===== DATA SUPPLIED

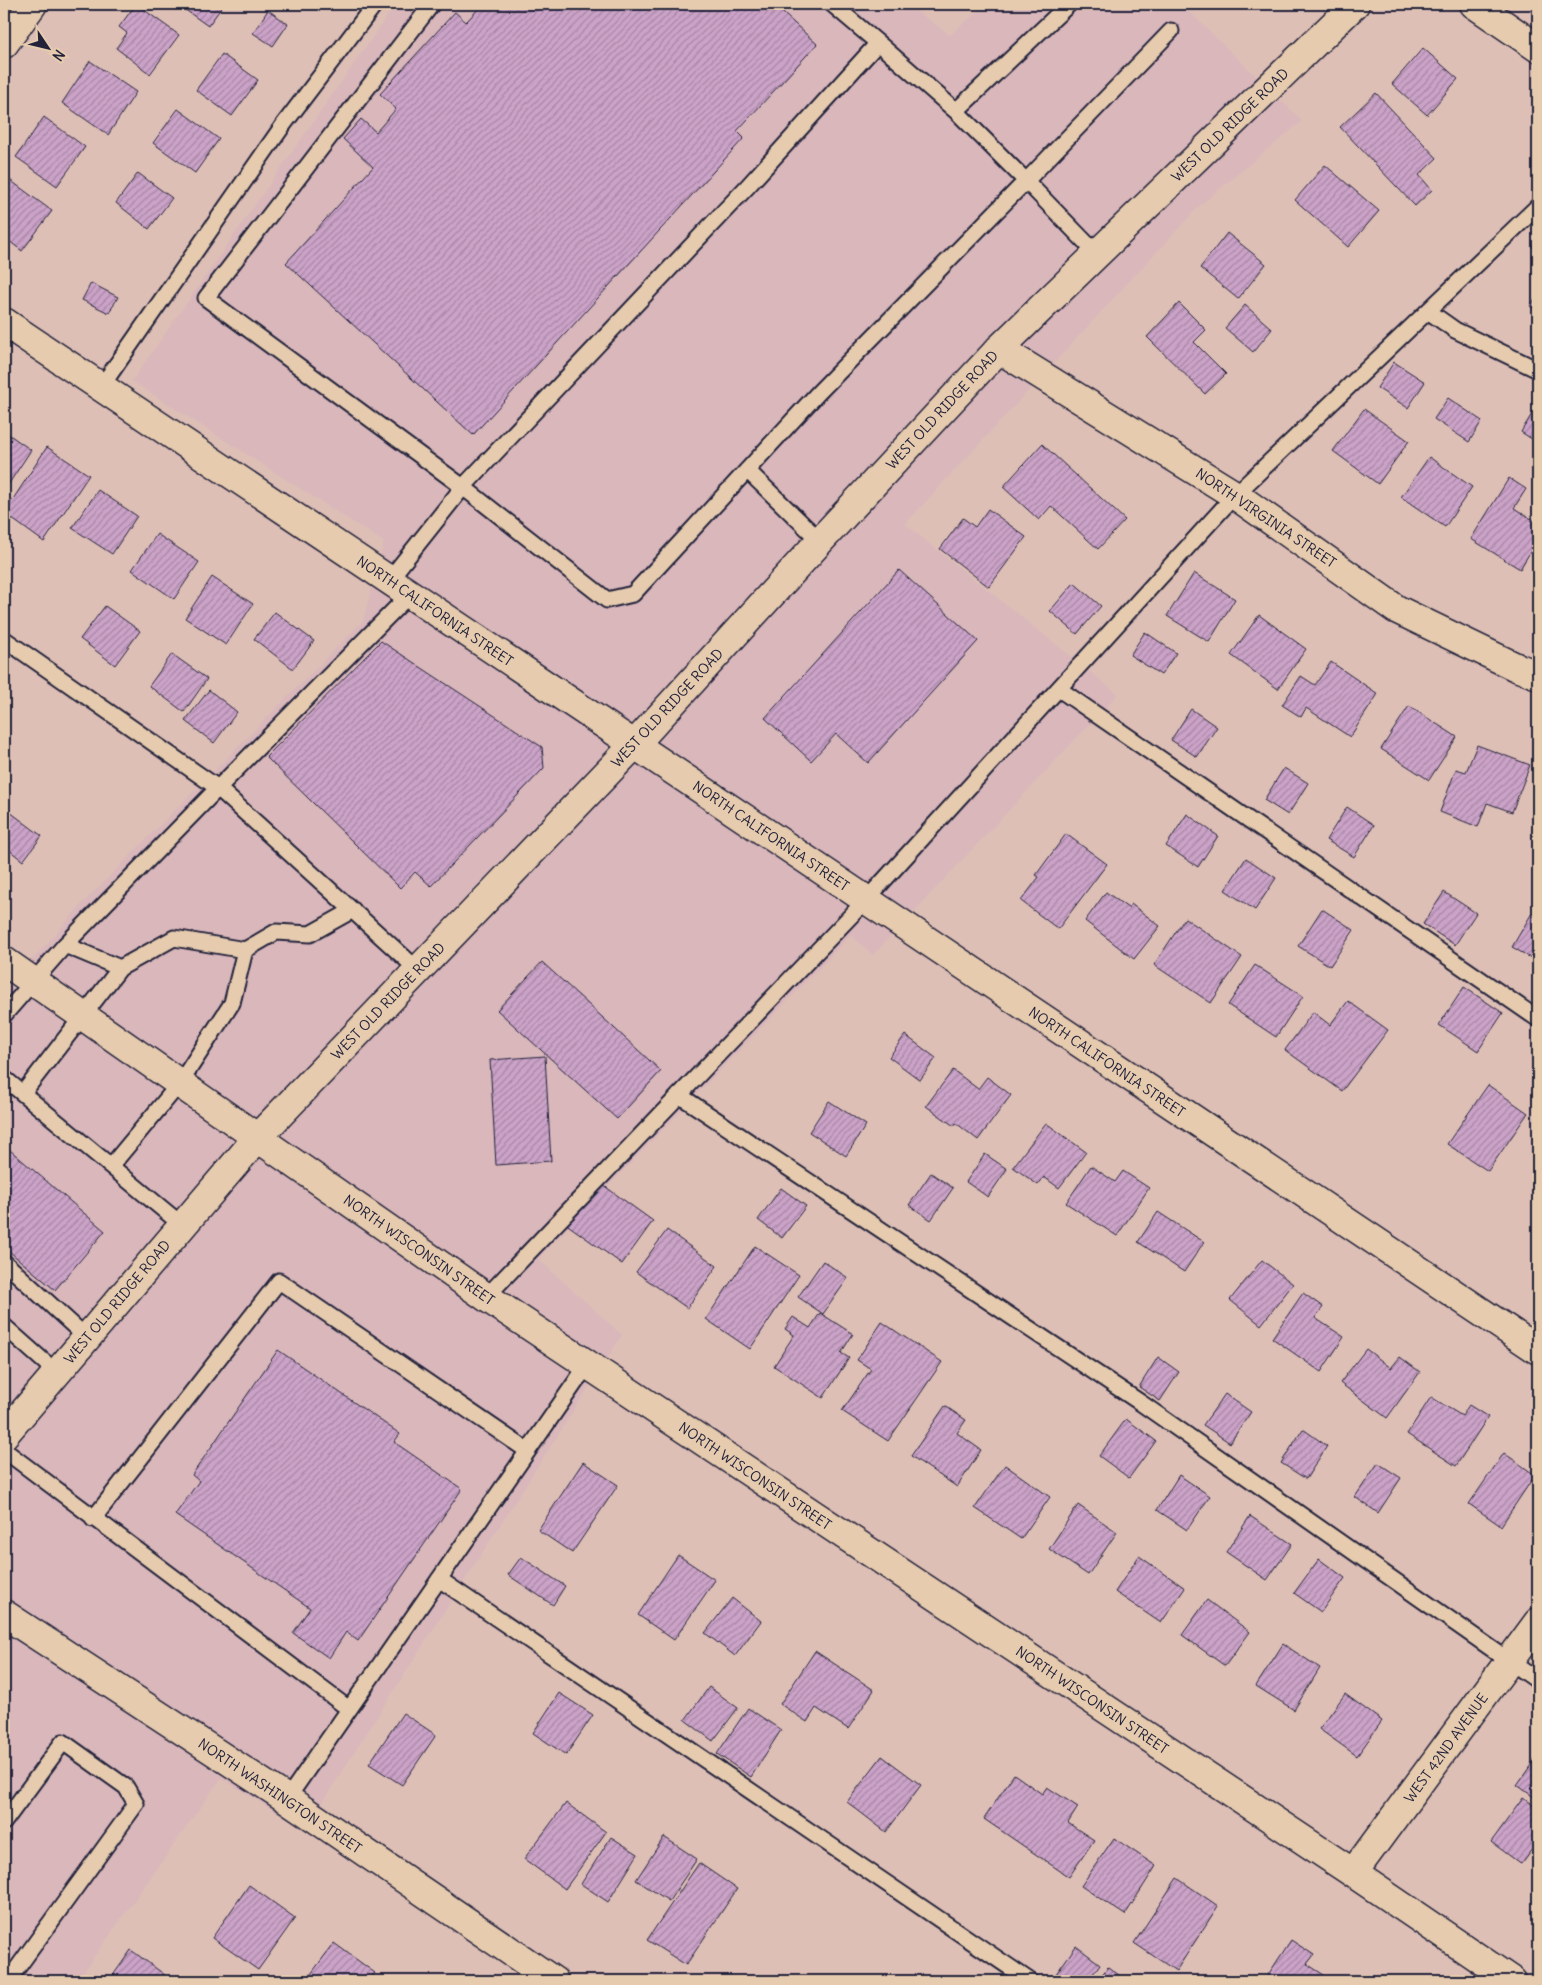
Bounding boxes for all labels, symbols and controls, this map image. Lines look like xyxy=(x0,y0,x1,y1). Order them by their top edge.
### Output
north arrow xyxy=(22,22,72,72)
text: N xyxy=(48,46,69,65)
street label: WEST OLD RIDGE ROAD xyxy=(1168,64,1292,186)
street label: WEST OLD RIDGE ROAD xyxy=(882,347,1002,473)
street label: NORTH VIRGINIA STREET xyxy=(1192,464,1340,572)
street label: NORTH CALIFORNIA STREET xyxy=(353,552,517,670)
street label: WEST OLD RIDGE ROAD xyxy=(607,645,727,771)
street label: NORTH CALIFORNIA STREET xyxy=(689,777,853,895)
street label: WEST OLD RIDGE ROAD xyxy=(327,939,449,1063)
street label: NORTH CALIFORNIA STREET xyxy=(1025,1003,1189,1121)
street label: NORTH WISCONSIN STREET xyxy=(340,1191,498,1309)
street label: WEST OLD RIDGE ROAD xyxy=(60,1236,174,1368)
street label: NORTH WISCONSIN STREET xyxy=(675,1418,835,1534)
street label: NORTH WISCONSIN STREET xyxy=(1012,1642,1172,1758)
street label: WEST 42ND AVENUE xyxy=(1400,1690,1492,1806)
street label: NORTH WASHINGTON STREET xyxy=(195,1734,365,1858)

==========

Repeat the data word for word, excluding any image.

» **OUTPUT BELOW**:
Bounding boxes for all labels, symbols and controls, this map image. Lines look like xyxy=(x0,y0,x1,y1). Order them by their top edge.
### Output
north arrow xyxy=(22,22,72,72)
text: N xyxy=(48,46,69,65)
street label: WEST OLD RIDGE ROAD xyxy=(1168,64,1292,186)
street label: WEST OLD RIDGE ROAD xyxy=(882,347,1002,473)
street label: NORTH VIRGINIA STREET xyxy=(1192,464,1340,572)
street label: NORTH CALIFORNIA STREET xyxy=(353,552,517,670)
street label: WEST OLD RIDGE ROAD xyxy=(607,645,727,771)
street label: NORTH CALIFORNIA STREET xyxy=(689,777,853,895)
street label: WEST OLD RIDGE ROAD xyxy=(327,939,449,1063)
street label: NORTH CALIFORNIA STREET xyxy=(1025,1003,1189,1121)
street label: NORTH WISCONSIN STREET xyxy=(340,1191,498,1309)
street label: WEST OLD RIDGE ROAD xyxy=(60,1236,174,1368)
street label: NORTH WISCONSIN STREET xyxy=(675,1418,835,1534)
street label: NORTH WISCONSIN STREET xyxy=(1012,1642,1172,1758)
street label: WEST 42ND AVENUE xyxy=(1400,1690,1492,1806)
street label: NORTH WASHINGTON STREET xyxy=(195,1734,365,1858)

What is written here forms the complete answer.